Observation of an Emergent Coherent State in the Iron-Based Superconductor KFe$_\mathbf{2}$As$_\mathbf{2}$

TL;DR

This study observes a temperature-induced transition in KFe$_2$As$_2$, where a new coherent electronic state emerges below 155 K, indicating a crossover driven by orbital-specific Kondo screening, with Fermi-liquid behavior below 75 K.

Contribution

It provides experimental evidence of an orbital-selective incoherent-coherent crossover in KFe$_2$As$_2$ driven by Kondo-like screening, supported by optical measurements and theoretical analysis.

Findings

Emergence of a new coherent response below 155 K

Spectral weight transfer from high-energy states

Fermi-liquid behavior observed below 75 K

Abstract

The optical properties of KFe$_2$As$_2$ have been measured for light polarized in the a-b planes over a wide temperature and frequency range.
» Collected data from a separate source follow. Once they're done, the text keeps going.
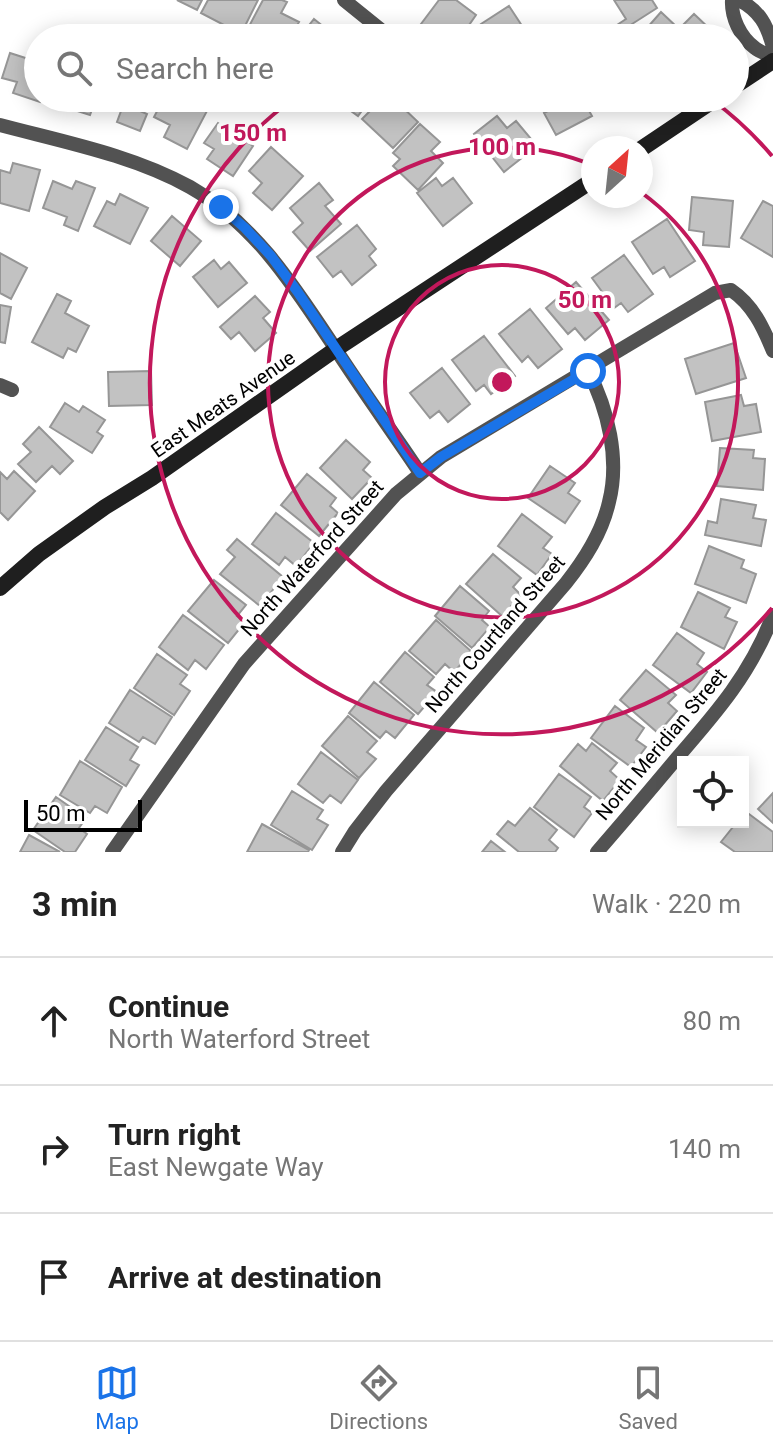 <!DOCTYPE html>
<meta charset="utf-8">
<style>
:root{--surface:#fff;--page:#f2f2f2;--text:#222;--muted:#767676;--line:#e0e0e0;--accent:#1a73e8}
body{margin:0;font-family:Roboto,sans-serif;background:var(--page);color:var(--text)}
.controls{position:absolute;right:24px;bottom:24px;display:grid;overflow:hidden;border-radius:0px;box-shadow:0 4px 20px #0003}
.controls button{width:72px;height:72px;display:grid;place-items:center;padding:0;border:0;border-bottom:2px solid var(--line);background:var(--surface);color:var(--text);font:40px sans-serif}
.compass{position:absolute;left:581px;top:136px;width:72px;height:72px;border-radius:50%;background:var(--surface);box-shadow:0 4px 20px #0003;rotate:27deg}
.scale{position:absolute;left:24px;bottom:20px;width:118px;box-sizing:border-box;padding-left:8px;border:4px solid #000;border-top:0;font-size:22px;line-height:28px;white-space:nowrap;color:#000;-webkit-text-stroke:6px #fff;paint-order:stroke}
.stop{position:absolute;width:24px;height:24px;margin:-18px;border:6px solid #1a73e8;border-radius:50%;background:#fff}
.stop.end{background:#1a73e8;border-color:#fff;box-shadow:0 2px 8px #0008}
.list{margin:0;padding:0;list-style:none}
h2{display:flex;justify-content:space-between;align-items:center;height:104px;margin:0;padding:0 32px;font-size:34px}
h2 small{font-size:26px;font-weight:400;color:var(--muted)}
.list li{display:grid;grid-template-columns:52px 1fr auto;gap:24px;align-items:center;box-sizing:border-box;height:128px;padding:0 32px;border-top:2px solid var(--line)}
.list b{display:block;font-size:30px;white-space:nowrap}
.list p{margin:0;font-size:26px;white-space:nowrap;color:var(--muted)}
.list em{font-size:26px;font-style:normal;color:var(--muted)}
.icon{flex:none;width:44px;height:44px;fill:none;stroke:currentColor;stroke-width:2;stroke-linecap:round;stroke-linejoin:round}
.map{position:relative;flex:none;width:773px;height:852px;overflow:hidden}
.search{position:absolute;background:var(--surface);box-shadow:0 4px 20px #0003;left:24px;right:24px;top:24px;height:88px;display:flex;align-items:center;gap:20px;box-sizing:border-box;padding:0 28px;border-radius:44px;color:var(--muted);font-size:30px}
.sheet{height:488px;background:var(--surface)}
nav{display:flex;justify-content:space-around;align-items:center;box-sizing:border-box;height:112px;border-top:2px solid var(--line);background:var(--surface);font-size:22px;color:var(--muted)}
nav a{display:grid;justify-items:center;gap:4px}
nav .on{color:var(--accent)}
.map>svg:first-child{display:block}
.building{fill:#c2c2c2;stroke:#969696;stroke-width:2}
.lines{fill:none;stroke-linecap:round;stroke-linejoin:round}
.street{stroke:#525252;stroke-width:14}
.secondary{stroke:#1f1f1f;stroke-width:16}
.route{stroke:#1a73e8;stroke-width:10}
.ring{fill:none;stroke:#c2185b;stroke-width:4}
.labels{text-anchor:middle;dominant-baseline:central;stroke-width:8;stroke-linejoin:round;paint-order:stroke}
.street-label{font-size:20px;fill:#000;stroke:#fff}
.centre{fill:#c2185b;stroke:#fff;stroke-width:4}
.ring-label{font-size:24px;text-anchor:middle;font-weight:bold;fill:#c2185b;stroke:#fff;stroke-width:8;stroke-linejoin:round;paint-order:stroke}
</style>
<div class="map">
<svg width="773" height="852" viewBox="0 0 773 852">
<rect width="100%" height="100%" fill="#fff"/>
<path class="building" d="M177,0H202L197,10Z
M208,0H258L241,34L201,13Z
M263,0H282L287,2L281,13L299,22L290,38H257L246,32Z
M439,0H456L476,15L460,38L445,27L438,36L421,24Z
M614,0H652L657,8L618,33L614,27L626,19Z
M509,6L530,38H490L481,24Z
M661,12L679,29L694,14L712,31L705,38H640L639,37Z
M314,19L334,35L331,38H299Z
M10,53L38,62V98H41L40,102L13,93L17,82L2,78Z
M68,98H96L90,115L65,107Z
M106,98H146L140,111L147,114L140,131L117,122L121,111L103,104Z
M164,98H187L208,109L187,149L164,137L170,125L154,117Z
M333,98H371L358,116Z
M553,98H582L592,116L556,135L544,113L557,106Z
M381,100L392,110L398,103L418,122L393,148L362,119Z
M497,116L507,128L516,121L537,146L504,172L474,134Z
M218,123L253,146L233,176L207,159L214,149L204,143Z
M420,124L440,142L431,151L443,163L418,190L393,166L400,159L393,153Z
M271,147L303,176L272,210L253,193L262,183L249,171Z
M13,163L40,170L29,211L0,203V170L10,173Z
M436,178L442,186L453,178L472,203L443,226L417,193Z
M53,181L72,189L76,181L95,188L78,231L64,225L67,217L43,208Z
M319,183L333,200L325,206L341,224L310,251L293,232L303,223L290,208Z
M120,194L148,208L130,244L94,226L107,201L115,205Z
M692,197L733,201L729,247L703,245L704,232L689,230Z
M763,201L773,206V257L741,238Z
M172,216L201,241L180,266L151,241Z
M667,219L695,261L670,277L664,267L653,274L632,242Z
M357,225L376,249L369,256L376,265L352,285L341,271L333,277L317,257Z
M0,253L27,268L11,299L0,293Z
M624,255L653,294L628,312L621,303L614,308L592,278Z
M214,260L221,269L229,262L247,283L218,307L193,277Z
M576,282L609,320L585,340L575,328L568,334L546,308Z
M57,294L71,301L65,313L89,326L76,352L68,348L63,358L32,342Z
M255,296L270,312L263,318L276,333L255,351L239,332L231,339L220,327Z
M0,305L11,307L5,343L0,342Z
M530,309L562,349L538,368L528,356L522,362L499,334Z
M484,336L515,376L491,394L484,385L476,391L452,360Z
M734,343L746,378L696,394L685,359Z
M442,368L470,404L448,422L439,411L430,418L410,393Z
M151,371L152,405L109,406L108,372Z
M741,395L744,406L756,404L761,432L712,441L705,402Z
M65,403L79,412L83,406L105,420L97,432L103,436L92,453L50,427Z
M39,427L73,461L60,474L52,466L36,482L18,464L31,452L23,444Z
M346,440L370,462L363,470L372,478L352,499L320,468Z
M720,448L754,450L753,458L765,459L763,490L717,486Z
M550,466L575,483L568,493L580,501L565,523L528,498Z
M14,471L35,491L8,520L0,512V472L7,479Z
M307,474L336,498L330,506L338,513L319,536L281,505Z
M721,499L756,505L753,518L766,520L761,546L705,535L708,521L717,523Z
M276,513L314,543L296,566L285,557L279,565L252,544Z
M522,514L552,537L543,548L552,554L537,575L498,546Z
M237,539L283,577L260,606L220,574L235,557L227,550Z
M709,546L744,560L741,568L756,574L746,603L695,584Z
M493,554L521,578L513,587L521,595L502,616L466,584Z
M214,580L246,605L237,616L245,622L228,643L188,611Z
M460,586L489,611L482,620L490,627L472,648L435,616Z
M698,592L730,608L725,617L737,622L724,649L681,627Z
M183,615L224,645L206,669L195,660L188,670L159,647Z
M436,620L472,652L454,672L445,664L436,674L409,651Z
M677,633L704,653L697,664L707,672L691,693L653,665Z
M405,652L434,677L427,685L437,692L418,714L380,682Z
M157,654L187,675L180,684L190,691L174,715L134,688Z
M646,670L676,695L668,703L677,711L658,733L620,700Z
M374,682L414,715L395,738L386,731L380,738L349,713Z
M130,690L172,717L155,744L143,737L139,742L109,723Z
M615,706L644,728L636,740L646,747L631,767L591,738Z
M348,716L377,741L367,752L376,759L359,778L322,746Z
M106,727L138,747L130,760L139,765L126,786L85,760Z
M592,743L617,763L610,771L620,780L603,801L560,766L578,744L586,751Z
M321,752L358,780L341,803L330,795L323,803L298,784Z
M80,761L122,787L107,813L95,806L90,813L60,795Z
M559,774L591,797L584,807L592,813L574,837L534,807Z
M292,791L323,810L317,819L328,825L312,850L271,825Z
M773,793V823L758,809Z
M56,797L86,818L79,828L87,834L75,852H65L33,830Z
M530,808L557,830L549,840L558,848L555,852H519L497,834L508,821L515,826Z
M745,811L773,832V852H735L721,842L737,822H743V814Z
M262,824L309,850L308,852H247Z
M29,835L60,852H20Z
M491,841L505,852H482Z"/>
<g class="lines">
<path class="street" d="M344,0L391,38
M732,0C731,17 740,37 755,48C760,52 767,54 773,57
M739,0C760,11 767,25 773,47
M0,125C64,142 132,155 190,187C255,224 294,286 335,348C362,390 392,431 420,473
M0,385L12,390
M112,852L244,664L396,494L441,457L715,293L731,290C753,305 763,327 773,351
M342,852L355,831L386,791L566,583C585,559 602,533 609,502C620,459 608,409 588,371
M597,852C624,821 651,789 677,758C717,712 751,673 773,615"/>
<path class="secondary" d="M735,86L773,61
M641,149L717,98
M0,588L39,554L105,507L152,478L336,349L593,180"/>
</g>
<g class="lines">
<path class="route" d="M221,207L245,228L271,256L297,291L420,473L441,457L588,371"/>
</g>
<g class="ring">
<circle cx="502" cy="382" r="117"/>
<path d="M642 193A235 235 0 1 1 592 165"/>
<path d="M772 608A352 352 0 1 1 293 99M429 38A352 352 0 0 1 575 38M711 99A352 352 0 0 1 772 156"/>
</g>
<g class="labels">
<g class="street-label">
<text transform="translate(223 404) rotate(-35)">East Meats Avenue</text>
<text transform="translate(312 558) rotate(-48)">North Waterford Street</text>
<text transform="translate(495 634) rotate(-49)">North Courtland Street</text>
<text transform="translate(661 744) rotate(-50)">North Meridian Street</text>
</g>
</g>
<circle cx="502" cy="382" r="12" class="centre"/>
<g class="ring-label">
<text x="253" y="141">150 m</text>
<text x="502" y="155">100 m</text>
<text x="585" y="308">50 m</text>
</g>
</svg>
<div class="controls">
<button><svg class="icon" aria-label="locate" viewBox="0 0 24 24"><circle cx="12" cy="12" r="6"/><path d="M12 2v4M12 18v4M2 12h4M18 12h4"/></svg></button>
</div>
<svg class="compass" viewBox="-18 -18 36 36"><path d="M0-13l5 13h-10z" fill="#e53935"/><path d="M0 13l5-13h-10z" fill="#767676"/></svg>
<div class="scale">50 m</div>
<div class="stop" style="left:588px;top:371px"></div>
<div class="stop end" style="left:221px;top:207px"></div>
<div class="search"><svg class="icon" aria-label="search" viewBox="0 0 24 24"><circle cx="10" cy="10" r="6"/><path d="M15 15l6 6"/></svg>Search here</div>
</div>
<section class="sheet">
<h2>3 min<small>Walk · 220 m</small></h2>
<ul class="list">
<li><svg class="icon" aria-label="ahead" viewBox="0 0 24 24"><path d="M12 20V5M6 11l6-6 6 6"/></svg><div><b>Continue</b><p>North Waterford Street</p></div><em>80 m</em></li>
<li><svg class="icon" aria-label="right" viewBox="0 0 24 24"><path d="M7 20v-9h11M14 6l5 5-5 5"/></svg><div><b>Turn right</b><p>East Newgate Way</p></div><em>140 m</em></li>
<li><svg class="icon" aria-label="arrive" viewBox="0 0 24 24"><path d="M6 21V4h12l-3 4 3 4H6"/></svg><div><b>Arrive at destination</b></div></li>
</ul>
</section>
<nav>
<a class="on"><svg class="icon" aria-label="map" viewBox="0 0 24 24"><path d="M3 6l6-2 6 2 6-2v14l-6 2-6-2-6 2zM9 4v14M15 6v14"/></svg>Map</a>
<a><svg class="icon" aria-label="directions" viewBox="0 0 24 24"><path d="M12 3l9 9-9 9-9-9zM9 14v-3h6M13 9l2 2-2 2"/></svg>Directions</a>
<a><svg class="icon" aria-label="saved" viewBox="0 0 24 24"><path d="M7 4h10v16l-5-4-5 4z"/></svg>Saved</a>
</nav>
Below $T^\ast\simeq 155$ K, where this material undergoes an incoherent-coherent crossover, we observe a new coherent response emerging in the optical conductivity. A spectral weight analysis suggests that this new feature arises out of high-energy bound states. Below about $T_{\rm FL} \simeq 75$ K the scattering rate for this new feature is quadratic in temperature, indicating a Fermi-liquid response. Theory calculations suggest this crossover is dominated by the $d_{xy}$ orbital. Our results advocate for Kondo-type screening as the mechanism for the orbital-selective incoherent-coherent crossover in hole-overdoped KFe$_2$As$_2$.